No mapa, no caminho, desta vez, havia um riacho Riachuelo, com uma
anotação de histórico e a data de 1865. Já que no Brasil
aprendemos e não lembramos um montão sobre a guerra do Paraguai e o
nome Riachuelo é forte, atentamos para não o perdermos. Assim
entramos no Riachuelo, devagar e achando que havíamos ouvido que
havia algum marco da batalha por ali. Nada. Só uma entradinha cheia
de capim, nem nos arrepiamos por nada. Seguimos o riacho até o
Paranazão. A lua crescia de dia e nos aproximamos de Empedrado.

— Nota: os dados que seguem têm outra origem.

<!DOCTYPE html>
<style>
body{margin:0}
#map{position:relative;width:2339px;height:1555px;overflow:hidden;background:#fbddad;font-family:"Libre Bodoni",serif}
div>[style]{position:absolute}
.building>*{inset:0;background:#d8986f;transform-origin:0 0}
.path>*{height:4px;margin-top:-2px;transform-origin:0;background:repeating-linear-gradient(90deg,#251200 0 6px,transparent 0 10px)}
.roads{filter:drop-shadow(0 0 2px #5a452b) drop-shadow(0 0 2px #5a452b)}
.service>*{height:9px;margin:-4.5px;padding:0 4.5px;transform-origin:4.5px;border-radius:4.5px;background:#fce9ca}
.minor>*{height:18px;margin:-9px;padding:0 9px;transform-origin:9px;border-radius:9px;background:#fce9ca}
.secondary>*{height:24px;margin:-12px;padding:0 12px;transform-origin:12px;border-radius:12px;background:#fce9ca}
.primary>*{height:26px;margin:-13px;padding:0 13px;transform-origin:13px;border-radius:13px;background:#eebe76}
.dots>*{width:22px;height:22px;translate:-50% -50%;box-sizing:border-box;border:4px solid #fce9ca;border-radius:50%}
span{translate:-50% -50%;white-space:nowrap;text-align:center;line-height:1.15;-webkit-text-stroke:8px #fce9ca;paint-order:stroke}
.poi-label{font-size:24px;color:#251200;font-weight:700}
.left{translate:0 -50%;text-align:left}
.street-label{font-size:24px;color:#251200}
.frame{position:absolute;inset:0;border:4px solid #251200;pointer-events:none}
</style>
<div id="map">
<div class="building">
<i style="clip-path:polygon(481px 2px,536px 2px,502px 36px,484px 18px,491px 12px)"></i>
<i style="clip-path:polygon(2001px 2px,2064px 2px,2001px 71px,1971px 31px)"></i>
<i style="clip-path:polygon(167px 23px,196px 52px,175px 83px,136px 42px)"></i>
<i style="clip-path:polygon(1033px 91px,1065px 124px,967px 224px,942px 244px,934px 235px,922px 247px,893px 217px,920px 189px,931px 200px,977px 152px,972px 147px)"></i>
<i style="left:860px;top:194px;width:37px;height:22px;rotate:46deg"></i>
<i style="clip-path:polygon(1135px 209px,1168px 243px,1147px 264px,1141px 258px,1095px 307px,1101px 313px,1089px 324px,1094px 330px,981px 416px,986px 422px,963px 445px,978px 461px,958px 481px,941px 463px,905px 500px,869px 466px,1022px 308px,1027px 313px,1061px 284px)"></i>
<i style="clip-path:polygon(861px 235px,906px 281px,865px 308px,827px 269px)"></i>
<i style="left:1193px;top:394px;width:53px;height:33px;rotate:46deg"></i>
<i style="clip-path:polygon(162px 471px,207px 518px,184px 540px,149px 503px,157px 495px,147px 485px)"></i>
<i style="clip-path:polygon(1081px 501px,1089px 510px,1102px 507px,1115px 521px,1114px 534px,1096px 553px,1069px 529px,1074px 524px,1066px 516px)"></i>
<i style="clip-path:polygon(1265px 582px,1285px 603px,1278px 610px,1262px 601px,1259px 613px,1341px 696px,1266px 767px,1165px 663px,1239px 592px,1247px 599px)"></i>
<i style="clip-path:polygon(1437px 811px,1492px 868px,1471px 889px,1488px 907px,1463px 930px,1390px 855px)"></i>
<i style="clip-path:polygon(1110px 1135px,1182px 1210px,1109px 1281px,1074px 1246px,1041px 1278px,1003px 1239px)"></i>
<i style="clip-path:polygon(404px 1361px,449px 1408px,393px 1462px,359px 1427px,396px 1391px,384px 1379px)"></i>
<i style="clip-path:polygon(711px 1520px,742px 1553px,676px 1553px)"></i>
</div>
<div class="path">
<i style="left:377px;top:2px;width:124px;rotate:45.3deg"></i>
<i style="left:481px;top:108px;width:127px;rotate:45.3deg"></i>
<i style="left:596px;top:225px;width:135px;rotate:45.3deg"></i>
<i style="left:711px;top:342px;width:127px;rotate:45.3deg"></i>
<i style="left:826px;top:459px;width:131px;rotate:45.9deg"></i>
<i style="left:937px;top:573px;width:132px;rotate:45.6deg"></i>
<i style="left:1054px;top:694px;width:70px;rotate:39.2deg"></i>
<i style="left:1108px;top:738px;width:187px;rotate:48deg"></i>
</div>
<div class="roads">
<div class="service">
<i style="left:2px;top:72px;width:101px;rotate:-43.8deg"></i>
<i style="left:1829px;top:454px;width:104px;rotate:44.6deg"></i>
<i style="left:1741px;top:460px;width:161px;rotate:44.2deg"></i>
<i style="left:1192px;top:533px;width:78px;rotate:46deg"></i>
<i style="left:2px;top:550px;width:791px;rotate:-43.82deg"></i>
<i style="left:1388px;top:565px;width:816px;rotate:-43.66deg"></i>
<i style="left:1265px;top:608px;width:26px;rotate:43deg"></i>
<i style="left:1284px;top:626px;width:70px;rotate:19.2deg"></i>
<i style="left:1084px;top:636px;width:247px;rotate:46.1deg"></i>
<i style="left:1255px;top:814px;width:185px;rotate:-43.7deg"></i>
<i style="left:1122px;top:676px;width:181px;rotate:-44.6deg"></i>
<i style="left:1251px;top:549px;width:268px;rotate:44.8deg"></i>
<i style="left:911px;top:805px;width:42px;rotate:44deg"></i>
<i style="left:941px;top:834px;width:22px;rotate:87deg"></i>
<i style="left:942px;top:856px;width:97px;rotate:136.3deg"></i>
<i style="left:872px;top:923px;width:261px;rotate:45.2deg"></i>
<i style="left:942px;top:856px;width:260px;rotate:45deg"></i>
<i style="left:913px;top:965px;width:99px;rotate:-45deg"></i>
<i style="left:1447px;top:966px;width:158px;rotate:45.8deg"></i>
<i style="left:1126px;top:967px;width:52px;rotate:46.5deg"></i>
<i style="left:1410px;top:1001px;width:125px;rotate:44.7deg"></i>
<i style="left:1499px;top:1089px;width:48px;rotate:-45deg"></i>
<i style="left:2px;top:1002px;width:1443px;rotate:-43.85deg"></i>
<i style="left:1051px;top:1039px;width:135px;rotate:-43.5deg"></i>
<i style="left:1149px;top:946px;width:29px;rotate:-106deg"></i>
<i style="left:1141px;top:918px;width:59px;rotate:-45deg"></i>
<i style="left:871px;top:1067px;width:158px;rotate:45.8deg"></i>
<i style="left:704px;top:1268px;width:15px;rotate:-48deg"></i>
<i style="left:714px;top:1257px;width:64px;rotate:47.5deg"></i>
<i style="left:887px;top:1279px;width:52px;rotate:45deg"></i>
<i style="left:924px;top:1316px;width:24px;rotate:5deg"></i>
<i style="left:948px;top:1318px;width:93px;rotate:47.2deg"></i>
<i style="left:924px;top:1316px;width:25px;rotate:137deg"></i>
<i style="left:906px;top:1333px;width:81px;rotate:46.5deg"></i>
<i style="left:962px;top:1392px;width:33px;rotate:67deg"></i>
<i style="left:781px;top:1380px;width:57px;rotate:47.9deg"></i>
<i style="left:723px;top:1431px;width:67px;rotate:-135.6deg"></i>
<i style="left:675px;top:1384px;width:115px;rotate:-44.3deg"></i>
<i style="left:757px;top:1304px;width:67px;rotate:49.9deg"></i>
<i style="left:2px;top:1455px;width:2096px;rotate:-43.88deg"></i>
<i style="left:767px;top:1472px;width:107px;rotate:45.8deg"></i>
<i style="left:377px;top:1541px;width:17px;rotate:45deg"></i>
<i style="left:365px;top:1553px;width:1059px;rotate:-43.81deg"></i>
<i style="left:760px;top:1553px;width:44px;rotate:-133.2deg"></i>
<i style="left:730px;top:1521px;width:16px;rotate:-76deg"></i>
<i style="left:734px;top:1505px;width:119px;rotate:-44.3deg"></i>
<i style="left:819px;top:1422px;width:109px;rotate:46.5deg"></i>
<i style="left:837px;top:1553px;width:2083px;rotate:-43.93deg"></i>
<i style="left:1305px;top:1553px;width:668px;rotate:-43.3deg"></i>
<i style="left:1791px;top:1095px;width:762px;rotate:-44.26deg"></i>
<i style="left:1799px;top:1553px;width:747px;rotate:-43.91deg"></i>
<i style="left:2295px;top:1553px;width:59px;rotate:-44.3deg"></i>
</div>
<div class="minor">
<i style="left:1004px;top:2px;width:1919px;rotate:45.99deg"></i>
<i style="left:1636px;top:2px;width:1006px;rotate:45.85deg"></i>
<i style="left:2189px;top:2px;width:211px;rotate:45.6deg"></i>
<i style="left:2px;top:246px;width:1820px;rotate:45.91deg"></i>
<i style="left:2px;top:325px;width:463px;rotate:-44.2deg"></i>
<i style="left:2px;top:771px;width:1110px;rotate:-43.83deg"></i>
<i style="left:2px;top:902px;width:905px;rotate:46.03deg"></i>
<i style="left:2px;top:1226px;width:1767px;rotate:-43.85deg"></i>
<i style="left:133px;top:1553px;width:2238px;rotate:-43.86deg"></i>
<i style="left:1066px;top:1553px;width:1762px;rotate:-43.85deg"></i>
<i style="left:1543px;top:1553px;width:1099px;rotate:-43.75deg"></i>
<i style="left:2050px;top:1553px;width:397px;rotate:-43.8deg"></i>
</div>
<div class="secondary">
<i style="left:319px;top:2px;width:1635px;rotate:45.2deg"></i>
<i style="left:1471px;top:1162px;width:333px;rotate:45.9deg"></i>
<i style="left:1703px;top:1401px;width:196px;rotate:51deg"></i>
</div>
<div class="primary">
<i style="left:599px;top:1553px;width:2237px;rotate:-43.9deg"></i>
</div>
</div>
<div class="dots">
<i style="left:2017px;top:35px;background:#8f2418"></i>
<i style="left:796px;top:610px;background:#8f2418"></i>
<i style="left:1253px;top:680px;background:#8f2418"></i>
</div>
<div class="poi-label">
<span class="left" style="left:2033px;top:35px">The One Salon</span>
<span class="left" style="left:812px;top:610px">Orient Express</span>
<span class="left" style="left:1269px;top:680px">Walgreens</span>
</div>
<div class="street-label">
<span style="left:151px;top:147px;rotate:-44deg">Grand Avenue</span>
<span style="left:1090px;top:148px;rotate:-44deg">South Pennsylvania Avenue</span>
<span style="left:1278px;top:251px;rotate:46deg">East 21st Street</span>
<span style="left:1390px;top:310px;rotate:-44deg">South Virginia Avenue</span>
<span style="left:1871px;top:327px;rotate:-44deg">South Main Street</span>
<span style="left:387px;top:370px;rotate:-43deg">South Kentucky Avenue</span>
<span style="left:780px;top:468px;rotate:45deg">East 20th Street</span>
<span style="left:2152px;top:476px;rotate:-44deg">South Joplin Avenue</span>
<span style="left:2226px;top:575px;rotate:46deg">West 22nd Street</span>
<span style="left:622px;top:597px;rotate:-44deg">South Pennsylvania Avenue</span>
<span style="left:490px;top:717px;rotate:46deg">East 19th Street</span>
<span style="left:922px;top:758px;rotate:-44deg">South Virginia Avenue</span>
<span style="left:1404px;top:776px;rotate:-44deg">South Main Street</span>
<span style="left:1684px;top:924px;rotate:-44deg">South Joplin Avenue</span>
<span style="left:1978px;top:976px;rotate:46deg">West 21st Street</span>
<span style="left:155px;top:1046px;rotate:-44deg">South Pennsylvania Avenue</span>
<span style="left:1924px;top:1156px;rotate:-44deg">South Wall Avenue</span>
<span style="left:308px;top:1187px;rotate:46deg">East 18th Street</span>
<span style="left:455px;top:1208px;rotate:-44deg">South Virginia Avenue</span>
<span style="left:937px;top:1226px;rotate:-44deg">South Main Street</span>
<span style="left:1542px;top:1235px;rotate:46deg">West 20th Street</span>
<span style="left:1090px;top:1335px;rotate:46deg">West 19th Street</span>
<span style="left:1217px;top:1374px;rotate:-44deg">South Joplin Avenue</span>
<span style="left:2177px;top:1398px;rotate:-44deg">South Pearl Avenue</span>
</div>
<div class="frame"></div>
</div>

Começamos a notar o porquê do nome da cidade : as barrancas eram
especialmente bonitas, majestosas, verdadeiras catedrais de histórias
geológicas passadas. Tiramos um montão de fotografias que depois se
revelaram sem graça, ai que saudades das fotos digitais ! A cidade
não tinha atrativos além da Alejandra, uma moça que tentou
escanear umas fotos para nós numa internet pública, sem conseguir,
mas só boa vontade.
27.04.2004
– Terça - EMPEDRADO-BELLA VISTA – Dia todo de navegação
tranqüila. O porto de Bella Vista era apenas um concretão alto e
atracamos na prainha ao lado. Fomos recebidos por três crianças de
tipo índio e pobre, que tentavam “ajudar-nos”. O Steban falava e
eu não entendia. A principio pensei que era o espanhol enrolado que
os descendentes de índios falavam e tínhamos dificuldades de
entender, mas logo saquei que ele falava guarani. Então brinquei que
se continuasse falando guarani comigo eu ia responder em português.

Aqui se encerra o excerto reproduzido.